Note: Although 10 is a value exceeding the range, because its type meets decimal requirements, strict mode has no effect on it. 10 will eventually be filtered in other ETL processing flows, but won't be filtered by strict mode.

<timezone>

Specifies the timezone used for the import job. Defaults to the Session's timezone parameter. This parameter affects all timezone-related function results involved in the import.

"timezone" = "Asia/Shanghai"

<format>

Specifies the import data format, default is csv, json format is supported.

"format" = "json"

<jsonpaths>

When importing json format data, jsonpaths can be used to specify fields to extract from Json data.

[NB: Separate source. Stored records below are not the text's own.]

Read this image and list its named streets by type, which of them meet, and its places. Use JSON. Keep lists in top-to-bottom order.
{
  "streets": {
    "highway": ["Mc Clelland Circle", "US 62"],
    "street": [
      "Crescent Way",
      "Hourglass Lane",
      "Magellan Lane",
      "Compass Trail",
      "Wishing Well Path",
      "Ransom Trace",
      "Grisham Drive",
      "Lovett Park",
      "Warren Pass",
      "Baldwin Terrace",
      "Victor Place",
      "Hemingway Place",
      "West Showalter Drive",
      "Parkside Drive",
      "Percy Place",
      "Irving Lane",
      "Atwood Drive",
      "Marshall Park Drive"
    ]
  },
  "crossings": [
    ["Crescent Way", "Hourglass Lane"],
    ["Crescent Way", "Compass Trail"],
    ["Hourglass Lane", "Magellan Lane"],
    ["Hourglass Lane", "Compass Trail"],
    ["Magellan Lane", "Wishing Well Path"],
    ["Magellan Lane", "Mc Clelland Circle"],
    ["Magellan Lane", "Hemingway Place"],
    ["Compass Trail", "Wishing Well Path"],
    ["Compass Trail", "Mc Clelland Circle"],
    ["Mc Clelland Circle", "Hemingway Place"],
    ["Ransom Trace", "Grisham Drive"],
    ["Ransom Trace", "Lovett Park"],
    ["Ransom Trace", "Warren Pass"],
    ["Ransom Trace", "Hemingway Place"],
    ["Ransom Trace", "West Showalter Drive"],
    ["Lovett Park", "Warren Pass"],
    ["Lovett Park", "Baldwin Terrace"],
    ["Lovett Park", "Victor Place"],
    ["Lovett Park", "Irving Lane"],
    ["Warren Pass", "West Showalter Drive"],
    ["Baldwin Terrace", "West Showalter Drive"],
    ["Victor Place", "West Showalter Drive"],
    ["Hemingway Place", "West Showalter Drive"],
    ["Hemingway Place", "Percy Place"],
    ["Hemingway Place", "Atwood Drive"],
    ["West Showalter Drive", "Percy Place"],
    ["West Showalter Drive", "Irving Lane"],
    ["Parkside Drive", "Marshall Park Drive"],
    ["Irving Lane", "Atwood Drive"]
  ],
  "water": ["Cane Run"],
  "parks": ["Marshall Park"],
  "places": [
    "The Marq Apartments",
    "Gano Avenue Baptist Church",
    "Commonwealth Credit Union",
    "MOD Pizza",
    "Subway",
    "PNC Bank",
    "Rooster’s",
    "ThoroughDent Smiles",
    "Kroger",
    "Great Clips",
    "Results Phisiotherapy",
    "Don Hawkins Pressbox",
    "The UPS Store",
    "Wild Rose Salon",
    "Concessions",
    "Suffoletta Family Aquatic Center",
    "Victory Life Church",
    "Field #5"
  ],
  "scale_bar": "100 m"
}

-H "jsonpaths: [\"$.k2\", \"$.k1\"]"

<strip_outer_array>

When importing json format data, strip_outer_array set to true indicates that Json data is presented as an array, where each element in the data will be treated as a row. Default value is false.

-H "strip_outer_array: true"

<json_root>

When importing json format data, json_root can be used to specify the root node of Json data. Doris will parse elements extracted from the root node through json_root. Default is empty.

-H "json_root: $.RECORDS"

<send_batch_parallelism>

Integer type, used to set the parallelism of sending batch data. If the parallelism value exceeds max_send_batch_parallelism_per_job in BE configuration, the BE serving as the coordination point will use the value of max_send_batch_parallelism_per_job.

"send_batch_parallelism" = "10"

<load_to_single_tablet>

Boolean type, true indicates support for a task to import data to only one tablet of the corresponding partition, default value is false. This parameter is only allowed to be set when importing data to olap tables with random bucketing.

"load_to_single_tablet" = "true"

<partial_columns>

Boolean type, true indicates using partial column updates, default value is false. This parameter is only allowed to be set when the table model is Unique and uses Merge on Write. Dynamic multiple tables do not support this parameter.

"partial_columns" = "true"

<max_filter_ratio>

Maximum filter ratio allowed within the sampling window. Must be between greater than or equal to 0 and less than or equal to 1. Default value is 0.

The sampling window is max_batch_rows * 10. If within the sampling window, error rows/total rows exceeds max_filter_ratio, the routine job will be suspended and require manual intervention to check data quality issues.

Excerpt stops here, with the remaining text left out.